Dimensionality Reduction

The Curse of Dimensionality

As features increase:
  • Data becomes sparse (points far apart)
  • Models need exponentially more data
  • Distance metrics become meaningless
  • Training time explodes
This is the “curse of dimensionality.”

Why Reduce Dimensions?

Visualization

Plot 100D data in 2D

Speed

Faster training and inference

Noise Reduction

Remove noisy features

Better Models

Reduce overfitting

PCA: Principal Component Analysis

PCA finds new axes that capture the most variance.

The Intuition

Imagine data shaped like a cigar:
  • First principal component: Along the cigar (most variance)
  • Second principal component: Across the cigar (second most)
import numpy as np
import matplotlib.pyplot as plt
from sklearn.decomposition import PCA
from sklearn.preprocessing import StandardScaler

# Create cigar-shaped data
np.random.seed(42)
n_samples = 200

# Original data with correlation
x = np.random.randn(n_samples)
y = 2 * x + np.random.randn(n_samples) * 0.5
X = np.column_stack([x, y])

# Standardize
scaler = StandardScaler()
X_scaled = scaler.fit_transform(X)

# Apply PCA
pca = PCA(n_components=2)
X_pca = pca.fit_transform(X_scaled)

# Visualize
fig, axes = plt.subplots(1, 2, figsize=(12, 5))

# Original data
axes[0].scatter(X_scaled[:, 0], X_scaled[:, 1], alpha=0.5)
axes[0].set_xlabel('Feature 1')
axes[0].set_ylabel('Feature 2')
axes[0].set_title('Original Data')
axes[0].set_aspect('equal')

# Draw principal components
mean = X_scaled.mean(axis=0)
for i, (comp, var) in enumerate(zip(pca.components_, pca.explained_variance_)):
    axes[0].arrow(mean[0], mean[1], 
                  comp[0] * np.sqrt(var) * 2, 
                  comp[1] * np.sqrt(var) * 2,
                  head_width=0.1, head_length=0.1, fc=f'C{i}', ec=f'C{i}',
                  label=f'PC{i+1}: {pca.explained_variance_ratio_[i]:.1%}')
axes[0].legend()

# Transformed data
axes[1].scatter(X_pca[:, 0], X_pca[:, 1], alpha=0.5)
axes[1].set_xlabel('PC1')
axes[1].set_ylabel('PC2')
axes[1].set_title('PCA Transformed Data')
axes[1].set_aspect('equal')

plt.tight_layout()
plt.show()

print(f"Explained variance ratio: {pca.explained_variance_ratio_}")
print(f"Total variance captured: {pca.explained_variance_ratio_.sum():.1%}")
Math Connection: PCA uses eigendecomposition of the covariance matrix.
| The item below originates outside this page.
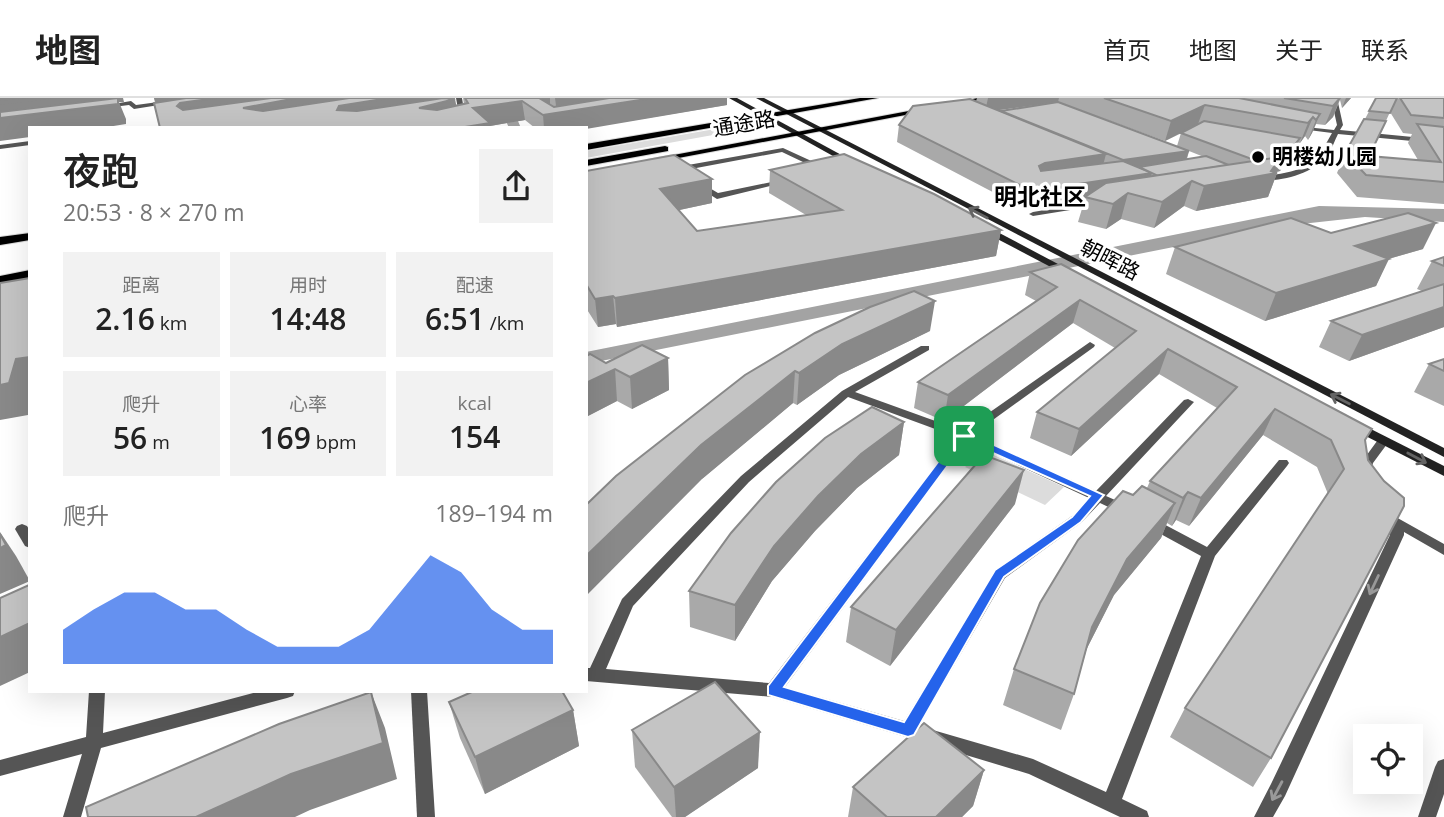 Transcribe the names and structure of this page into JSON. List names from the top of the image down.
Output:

See Linear Algebra Course for the full theory.

Choosing the Number of Components

Method 1: Explained Variance

from sklearn.datasets import load_digits

# Load digit images (64 features)
digits = load_digits()
X = digits.data
y = digits.target

print(f"Original shape: {X.shape}")  # (1797, 64)

# Fit PCA with all components
pca_full = PCA()
pca_full.fit(X)

# Plot cumulative explained variance
cumsum = np.cumsum(pca_full.explained_variance_ratio_)

plt.figure(figsize=(10, 5))
plt.plot(range(1, len(cumsum) + 1), cumsum, 'b-o')
plt.axhline(0.95, color='r', linestyle='--', label='95% threshold')
plt.axhline(0.90, color='orange', linestyle='--', label='90% threshold')
plt.xlabel('Number of Components')
plt.ylabel('Cumulative Explained Variance')
plt.title('PCA Explained Variance')
plt.legend()
plt.grid(True)
plt.show()

# Find number of components for 95% variance
n_components_95 = np.argmax(cumsum >= 0.95) + 1
print(f"Components for 95% variance: {n_components_95}")

Method 2: Preserve Target Variance

# Use cross-validation to find optimal components
from sklearn.model_selection import cross_val_score
from sklearn.linear_model import LogisticRegression
from sklearn.pipeline import Pipeline

n_components_range = [5, 10, 15, 20, 30, 40, 50, 64]
scores = []

for n_comp in n_components_range:
    pipeline = Pipeline([
        ('pca', PCA(n_components=n_comp)),
        ('classifier', LogisticRegression(max_iter=5000))
    ])
    
    score = cross_val_score(pipeline, X, y, cv=5).mean()
    scores.append(score)
    print(f"n_components={n_comp:2d}: accuracy={score:.3f}")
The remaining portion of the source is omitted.